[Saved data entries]
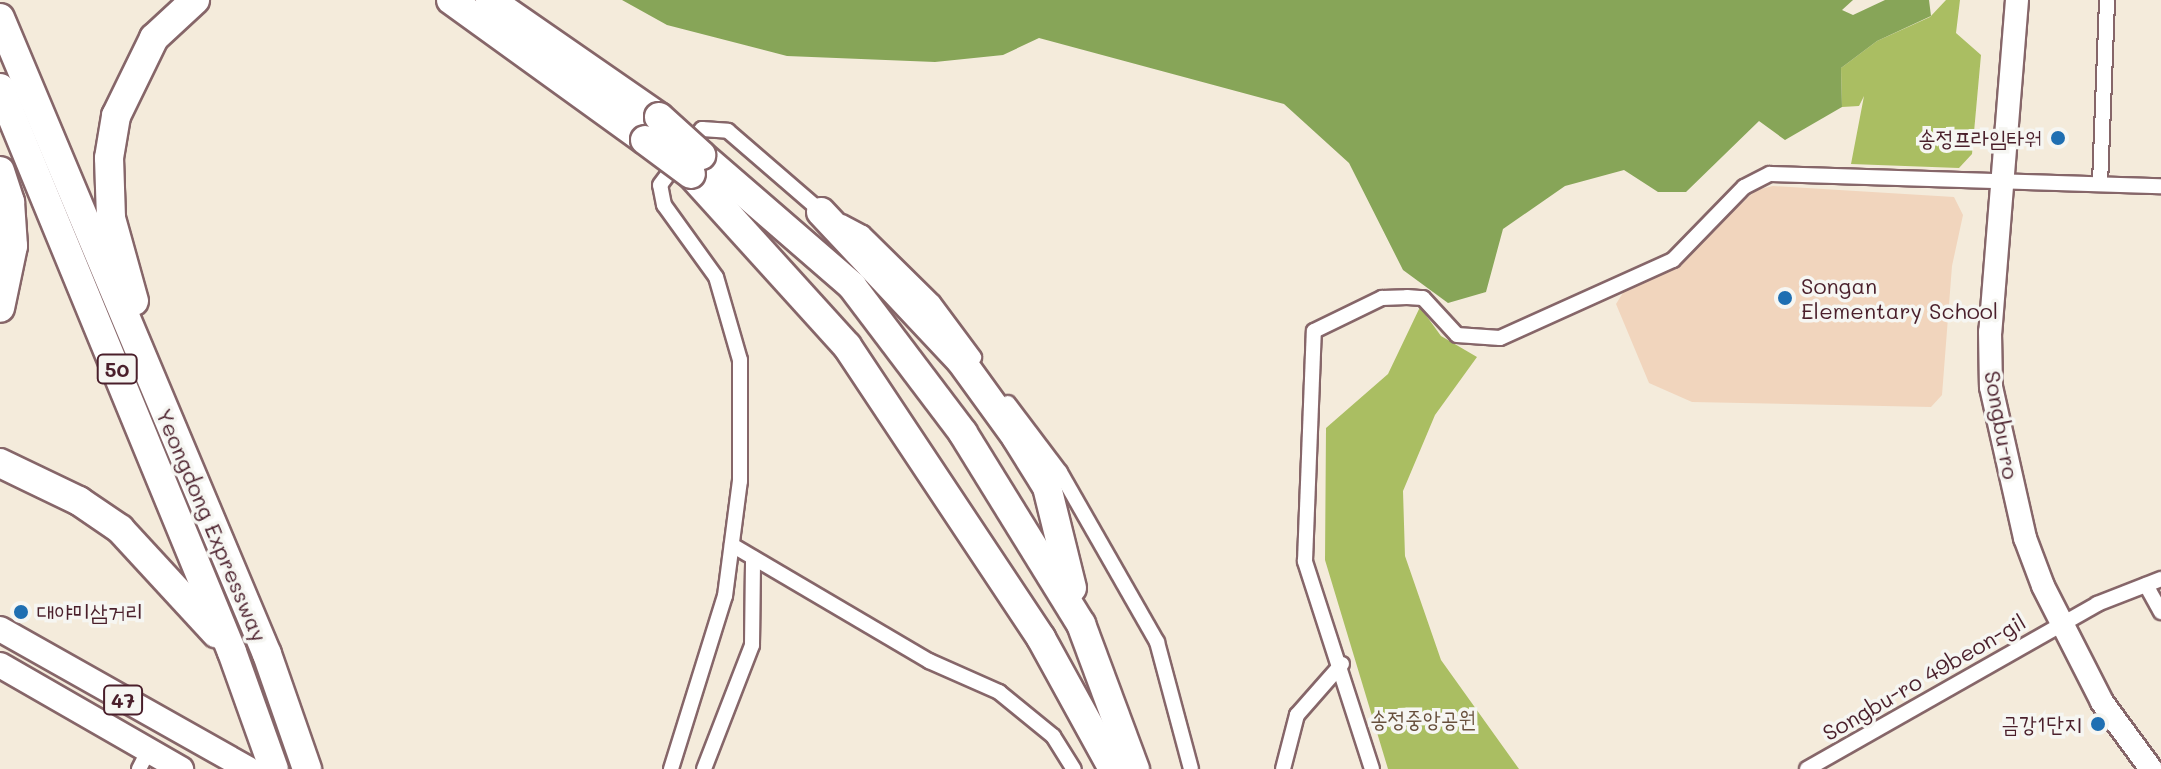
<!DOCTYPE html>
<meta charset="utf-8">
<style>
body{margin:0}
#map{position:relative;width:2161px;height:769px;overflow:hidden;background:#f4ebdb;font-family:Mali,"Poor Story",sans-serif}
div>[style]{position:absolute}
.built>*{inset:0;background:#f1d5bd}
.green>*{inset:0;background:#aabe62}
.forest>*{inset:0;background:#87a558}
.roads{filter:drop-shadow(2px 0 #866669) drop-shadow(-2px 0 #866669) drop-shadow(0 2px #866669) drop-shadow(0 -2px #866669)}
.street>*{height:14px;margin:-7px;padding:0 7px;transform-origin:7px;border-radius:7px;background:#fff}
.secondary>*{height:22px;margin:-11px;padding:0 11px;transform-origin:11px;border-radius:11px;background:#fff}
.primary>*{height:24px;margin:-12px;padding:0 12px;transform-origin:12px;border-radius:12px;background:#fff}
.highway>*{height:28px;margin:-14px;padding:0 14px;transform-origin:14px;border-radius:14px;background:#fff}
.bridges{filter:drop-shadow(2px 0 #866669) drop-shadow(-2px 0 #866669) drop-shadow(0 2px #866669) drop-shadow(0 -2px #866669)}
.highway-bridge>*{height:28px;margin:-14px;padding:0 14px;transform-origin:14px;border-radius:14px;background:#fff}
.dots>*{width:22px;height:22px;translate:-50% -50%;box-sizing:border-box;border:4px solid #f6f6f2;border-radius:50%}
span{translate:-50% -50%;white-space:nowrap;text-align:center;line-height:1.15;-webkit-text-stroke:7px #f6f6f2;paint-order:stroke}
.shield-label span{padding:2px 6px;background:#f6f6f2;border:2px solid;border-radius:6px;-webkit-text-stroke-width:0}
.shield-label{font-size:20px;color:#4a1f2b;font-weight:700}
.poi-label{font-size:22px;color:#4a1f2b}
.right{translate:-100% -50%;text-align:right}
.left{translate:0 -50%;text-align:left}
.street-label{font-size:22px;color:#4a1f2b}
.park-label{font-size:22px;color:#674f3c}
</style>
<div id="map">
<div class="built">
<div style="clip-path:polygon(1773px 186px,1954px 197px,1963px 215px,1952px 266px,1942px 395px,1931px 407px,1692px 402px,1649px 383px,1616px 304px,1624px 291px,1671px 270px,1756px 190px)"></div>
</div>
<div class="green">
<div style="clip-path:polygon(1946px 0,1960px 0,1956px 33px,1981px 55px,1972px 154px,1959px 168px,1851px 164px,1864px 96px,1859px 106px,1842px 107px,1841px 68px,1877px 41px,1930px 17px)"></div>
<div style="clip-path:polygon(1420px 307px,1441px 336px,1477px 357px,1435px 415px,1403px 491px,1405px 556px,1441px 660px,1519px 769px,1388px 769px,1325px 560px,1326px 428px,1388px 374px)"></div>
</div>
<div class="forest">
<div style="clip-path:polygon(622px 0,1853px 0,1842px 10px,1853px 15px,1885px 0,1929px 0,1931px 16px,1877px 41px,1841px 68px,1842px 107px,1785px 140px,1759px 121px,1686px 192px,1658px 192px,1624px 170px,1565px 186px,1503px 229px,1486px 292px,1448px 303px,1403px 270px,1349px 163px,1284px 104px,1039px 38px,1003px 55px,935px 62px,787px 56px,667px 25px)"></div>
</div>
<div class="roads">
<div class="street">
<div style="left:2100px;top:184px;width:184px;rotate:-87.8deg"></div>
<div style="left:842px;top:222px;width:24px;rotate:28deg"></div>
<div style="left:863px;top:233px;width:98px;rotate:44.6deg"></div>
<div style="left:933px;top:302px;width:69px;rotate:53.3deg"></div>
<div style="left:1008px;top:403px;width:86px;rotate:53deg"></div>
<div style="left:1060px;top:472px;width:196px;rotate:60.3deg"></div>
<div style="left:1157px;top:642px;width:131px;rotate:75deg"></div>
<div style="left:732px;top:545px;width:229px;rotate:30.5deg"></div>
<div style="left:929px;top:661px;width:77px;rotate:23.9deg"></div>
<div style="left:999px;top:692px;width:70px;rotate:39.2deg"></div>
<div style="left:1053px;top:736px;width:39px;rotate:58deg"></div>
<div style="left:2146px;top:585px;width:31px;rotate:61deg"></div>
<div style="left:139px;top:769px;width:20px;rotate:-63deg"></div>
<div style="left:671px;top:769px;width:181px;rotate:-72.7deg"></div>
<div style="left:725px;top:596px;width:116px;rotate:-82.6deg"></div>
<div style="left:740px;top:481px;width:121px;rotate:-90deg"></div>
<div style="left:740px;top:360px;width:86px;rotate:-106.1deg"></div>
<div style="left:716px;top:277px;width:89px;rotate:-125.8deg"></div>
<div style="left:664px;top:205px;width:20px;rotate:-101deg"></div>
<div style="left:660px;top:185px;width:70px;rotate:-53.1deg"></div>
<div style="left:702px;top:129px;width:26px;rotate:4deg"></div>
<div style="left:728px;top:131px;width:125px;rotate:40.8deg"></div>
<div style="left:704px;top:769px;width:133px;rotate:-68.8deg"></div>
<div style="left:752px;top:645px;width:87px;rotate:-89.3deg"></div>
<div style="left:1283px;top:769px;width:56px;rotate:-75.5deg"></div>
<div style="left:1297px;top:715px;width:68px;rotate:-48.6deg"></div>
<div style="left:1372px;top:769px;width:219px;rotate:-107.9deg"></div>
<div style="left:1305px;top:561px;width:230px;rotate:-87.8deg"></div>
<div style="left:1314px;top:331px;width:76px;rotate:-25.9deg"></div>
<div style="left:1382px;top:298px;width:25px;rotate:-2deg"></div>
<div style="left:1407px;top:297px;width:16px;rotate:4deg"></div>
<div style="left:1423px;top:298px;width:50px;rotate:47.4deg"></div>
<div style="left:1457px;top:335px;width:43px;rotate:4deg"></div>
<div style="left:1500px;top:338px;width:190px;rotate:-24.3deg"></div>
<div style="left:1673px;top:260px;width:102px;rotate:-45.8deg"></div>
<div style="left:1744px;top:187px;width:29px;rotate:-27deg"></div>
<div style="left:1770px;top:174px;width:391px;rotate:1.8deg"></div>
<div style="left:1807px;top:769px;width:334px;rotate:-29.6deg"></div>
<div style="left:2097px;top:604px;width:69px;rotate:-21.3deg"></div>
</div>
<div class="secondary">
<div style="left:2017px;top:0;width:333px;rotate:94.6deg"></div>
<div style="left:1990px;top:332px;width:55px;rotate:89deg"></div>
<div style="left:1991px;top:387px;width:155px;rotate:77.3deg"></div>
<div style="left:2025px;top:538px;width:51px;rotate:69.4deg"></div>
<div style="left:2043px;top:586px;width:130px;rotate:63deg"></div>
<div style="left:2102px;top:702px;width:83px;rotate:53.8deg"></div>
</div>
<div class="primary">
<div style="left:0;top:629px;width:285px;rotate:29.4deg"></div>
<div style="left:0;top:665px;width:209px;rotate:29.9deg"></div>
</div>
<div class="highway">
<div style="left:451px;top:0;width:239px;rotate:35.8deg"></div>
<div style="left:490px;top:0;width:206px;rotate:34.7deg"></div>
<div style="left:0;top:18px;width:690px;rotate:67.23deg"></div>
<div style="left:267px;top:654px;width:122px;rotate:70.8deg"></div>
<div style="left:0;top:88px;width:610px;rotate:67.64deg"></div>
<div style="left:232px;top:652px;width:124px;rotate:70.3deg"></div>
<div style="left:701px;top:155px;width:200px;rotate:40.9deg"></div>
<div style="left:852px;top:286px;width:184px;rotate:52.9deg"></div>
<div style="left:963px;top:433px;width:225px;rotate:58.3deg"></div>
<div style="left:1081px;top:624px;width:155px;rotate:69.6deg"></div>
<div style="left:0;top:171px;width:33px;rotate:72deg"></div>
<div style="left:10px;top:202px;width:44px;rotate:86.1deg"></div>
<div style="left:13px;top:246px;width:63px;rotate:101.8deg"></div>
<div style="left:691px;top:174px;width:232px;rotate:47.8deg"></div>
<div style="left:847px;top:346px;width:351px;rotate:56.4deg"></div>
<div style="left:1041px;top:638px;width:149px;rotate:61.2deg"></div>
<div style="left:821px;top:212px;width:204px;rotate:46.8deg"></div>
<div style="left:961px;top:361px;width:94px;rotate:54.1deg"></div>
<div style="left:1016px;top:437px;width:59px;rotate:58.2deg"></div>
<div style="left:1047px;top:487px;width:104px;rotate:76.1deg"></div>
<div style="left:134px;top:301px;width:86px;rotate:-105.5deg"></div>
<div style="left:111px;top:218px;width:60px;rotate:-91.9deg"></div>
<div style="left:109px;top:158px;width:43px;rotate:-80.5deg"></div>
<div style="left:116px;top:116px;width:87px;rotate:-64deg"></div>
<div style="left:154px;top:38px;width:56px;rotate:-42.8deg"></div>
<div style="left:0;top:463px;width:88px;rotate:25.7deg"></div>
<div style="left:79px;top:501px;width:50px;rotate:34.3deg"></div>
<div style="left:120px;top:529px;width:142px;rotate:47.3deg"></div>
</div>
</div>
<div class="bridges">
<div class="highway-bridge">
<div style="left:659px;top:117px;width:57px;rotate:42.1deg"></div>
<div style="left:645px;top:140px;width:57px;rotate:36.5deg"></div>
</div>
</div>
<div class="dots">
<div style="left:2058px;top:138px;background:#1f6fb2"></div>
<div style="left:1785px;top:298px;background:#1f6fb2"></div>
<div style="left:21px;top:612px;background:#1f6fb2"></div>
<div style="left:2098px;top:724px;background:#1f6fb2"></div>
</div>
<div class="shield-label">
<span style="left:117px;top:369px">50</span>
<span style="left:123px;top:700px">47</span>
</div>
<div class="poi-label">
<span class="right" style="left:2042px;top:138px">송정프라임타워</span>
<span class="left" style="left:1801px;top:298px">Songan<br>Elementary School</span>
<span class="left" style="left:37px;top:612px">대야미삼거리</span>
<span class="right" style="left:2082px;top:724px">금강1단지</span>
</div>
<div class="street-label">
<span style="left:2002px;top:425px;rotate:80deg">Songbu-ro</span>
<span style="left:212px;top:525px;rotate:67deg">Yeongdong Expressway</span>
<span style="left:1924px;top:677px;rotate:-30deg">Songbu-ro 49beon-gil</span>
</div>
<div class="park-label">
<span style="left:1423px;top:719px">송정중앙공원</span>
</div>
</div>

◆ TASK TO CARRY OUT ◆
Pick out the lines above containing the word "roads", then copy them.

◆ SOLUTION TO THE EXERCISE ◆
.roads{filter:drop-shadow(2px 0 #866669) drop-shadow(-2px 0 #866669) drop-shadow(0 2px #866669) drop-shadow(0 -2px #866669)}
<div class="roads">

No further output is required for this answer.